Ukraine’s Computer Emergency Response Team (CERT-UA) has warned of Belarusian state-sponsored hackers targeting its military personnel and related individuals as part of a phishing campaign mounted amidst Russia’s military invasion of the country.
“Mass phishing emails have recently been observed targeting private ‘i.ua’ and ‘meta.ua’ accounts of Ukrainian military personnel and related individuals,” the CERT-UA said. “After the account is compromised, the attackers, by the IMAP protocol, get access to all the messages.”
Subsequently, the attacks leverage the contact information stored in the victim’s address book to propagate the phishing messages to other targets.
The Ukrainian government attributed the activities to a threat actor tracked as UNC1151, a Minsk-based group whose “members are officers of the Ministry of Defence of the Republic of Belarus.” In a follow-up update, the agency said the nation-state group also targets its own citizens, while simultaneously setting its sights on Russian entities –
- Association of Belarusians of the World (International Social Union)
- Belarusian Music Festival
- Samara Oblasna Public Organization “Russian-Belarusian Fraternity 2000”
- Dzêâslov, a Belarusian literary magazine
- Soviet Belarus (Sovetskaya Belorussiya), a daily newspaper in Belarus
- Employees of the National Academy of the Republic of Kazakhstan, and
- Voice of the Motherland, a local newspaper in Belarus
UNC1151 is the Mandiant-assigned moniker to an uncategorized threat cluster, which operates with objectives that are aligned with Belarusian government interests.

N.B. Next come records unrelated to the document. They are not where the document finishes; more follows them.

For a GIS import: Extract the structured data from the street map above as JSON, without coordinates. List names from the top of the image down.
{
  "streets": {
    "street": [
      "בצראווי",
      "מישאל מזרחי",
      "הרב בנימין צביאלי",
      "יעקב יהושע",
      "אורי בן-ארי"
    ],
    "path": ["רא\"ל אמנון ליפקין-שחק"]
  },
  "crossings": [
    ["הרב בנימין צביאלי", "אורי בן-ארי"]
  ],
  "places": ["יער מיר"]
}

The hacking group is believed to have been active since at least 2016.
“UNC1151 has targeted a wide variety of governmental and private sector entities, with a focus in Ukraine, Lithuania, Latvia, Poland, and Germany,” Mandiant researchers said in a November 2021 report. “The targeting also includes Belarusian dissidents, media entities, and journalists.”
The state-backed cyber espionage group has also been linked to the Ghostwriter disinformation campaign that promulgated anti-NATO and corruption-themed narratives aimed at Lithuania, Latvia, and Poland with the likely goal of undermining the governments and creating tensions in the region.
What’s more, the January defacement attacks of several Ukrainian government websites with threatening messages is believed to be the handiwork of UNC1151 as well.
Hacking Groups Take Sides
The development follows a barrage of data wiper and distributed-denial-of-service (DDoS) attacks against Ukrainian government agencies, even as various hacking groups and ransomware syndicates are capitalizing on the chaos to take sides and further their activities.
“The Anonymous collective is officially in cyber war against the Russian government,” the decentralized hacktivist group tweeted, adding it “leaked the database of the Russian Ministry of Defense website.”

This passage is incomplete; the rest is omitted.